* [PROBLEM STATEMENT] Each line from the one that has "Transcribe the names" through the end of the entries below must be written out exactly; leave out all other lines.

(Collected data)
________________________________________

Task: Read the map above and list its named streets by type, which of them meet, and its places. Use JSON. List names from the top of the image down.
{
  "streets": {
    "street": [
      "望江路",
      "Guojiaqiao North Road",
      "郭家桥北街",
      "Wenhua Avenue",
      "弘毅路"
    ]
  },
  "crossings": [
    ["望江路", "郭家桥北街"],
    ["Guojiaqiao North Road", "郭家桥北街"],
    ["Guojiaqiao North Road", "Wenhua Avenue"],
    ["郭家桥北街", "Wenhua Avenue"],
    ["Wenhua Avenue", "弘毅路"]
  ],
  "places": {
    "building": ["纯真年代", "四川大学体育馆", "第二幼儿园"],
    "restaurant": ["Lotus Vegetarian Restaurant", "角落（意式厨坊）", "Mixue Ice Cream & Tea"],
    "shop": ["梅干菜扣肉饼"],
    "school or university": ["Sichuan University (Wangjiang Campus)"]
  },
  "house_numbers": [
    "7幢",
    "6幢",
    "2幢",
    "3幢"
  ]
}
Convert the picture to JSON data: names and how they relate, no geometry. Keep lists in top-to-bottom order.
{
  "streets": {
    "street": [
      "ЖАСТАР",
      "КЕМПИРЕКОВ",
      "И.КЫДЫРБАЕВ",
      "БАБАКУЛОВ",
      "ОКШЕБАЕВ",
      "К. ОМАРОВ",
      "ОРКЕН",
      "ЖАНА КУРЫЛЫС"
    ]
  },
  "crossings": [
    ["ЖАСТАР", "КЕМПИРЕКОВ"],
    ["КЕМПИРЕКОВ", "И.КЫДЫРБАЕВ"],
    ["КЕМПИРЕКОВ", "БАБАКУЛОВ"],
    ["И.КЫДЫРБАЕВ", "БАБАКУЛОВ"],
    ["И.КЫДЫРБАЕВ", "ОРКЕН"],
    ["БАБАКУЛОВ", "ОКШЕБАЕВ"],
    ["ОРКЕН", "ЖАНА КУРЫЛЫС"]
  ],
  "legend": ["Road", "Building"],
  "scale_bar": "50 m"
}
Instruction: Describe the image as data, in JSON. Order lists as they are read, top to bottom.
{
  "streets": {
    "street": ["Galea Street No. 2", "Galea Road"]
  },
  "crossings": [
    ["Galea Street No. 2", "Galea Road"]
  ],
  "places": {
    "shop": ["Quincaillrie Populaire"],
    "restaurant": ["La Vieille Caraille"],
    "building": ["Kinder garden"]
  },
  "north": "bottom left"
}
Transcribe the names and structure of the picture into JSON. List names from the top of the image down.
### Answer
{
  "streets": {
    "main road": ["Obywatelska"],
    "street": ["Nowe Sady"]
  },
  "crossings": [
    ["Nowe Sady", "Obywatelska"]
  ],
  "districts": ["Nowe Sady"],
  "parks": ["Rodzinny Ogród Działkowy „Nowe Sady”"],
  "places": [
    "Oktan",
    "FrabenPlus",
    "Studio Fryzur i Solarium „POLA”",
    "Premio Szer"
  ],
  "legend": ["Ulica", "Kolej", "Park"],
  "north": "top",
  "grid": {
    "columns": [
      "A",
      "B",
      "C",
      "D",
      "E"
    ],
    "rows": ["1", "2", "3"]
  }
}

________________________________________

* [ANSWER SPACE]
Transcribe the names and structure of the picture into JSON. List names from the top of the image down.
### Answer
{
  "streets": {
    "main road": ["Obywatelska"],
    "street": ["Nowe Sady"]
  },
  "crossings": [
    ["Nowe Sady", "Obywatelska"]
  ],
  "districts": ["Nowe Sady"],
  "parks": ["Rodzinny Ogród Działkowy „Nowe Sady”"],
  "places": [
    "Oktan",
    "FrabenPlus",
    "Studio Fryzur i Solarium „POLA”",
    "Premio Szer"
  ],
  "legend": ["Ulica", "Kolej", "Park"],
  "north": "top",
  "grid": {
    "columns": [
      "A",
      "B",
      "C",
      "D",
      "E"
    ],
    "rows": ["1", "2", "3"]
  }
}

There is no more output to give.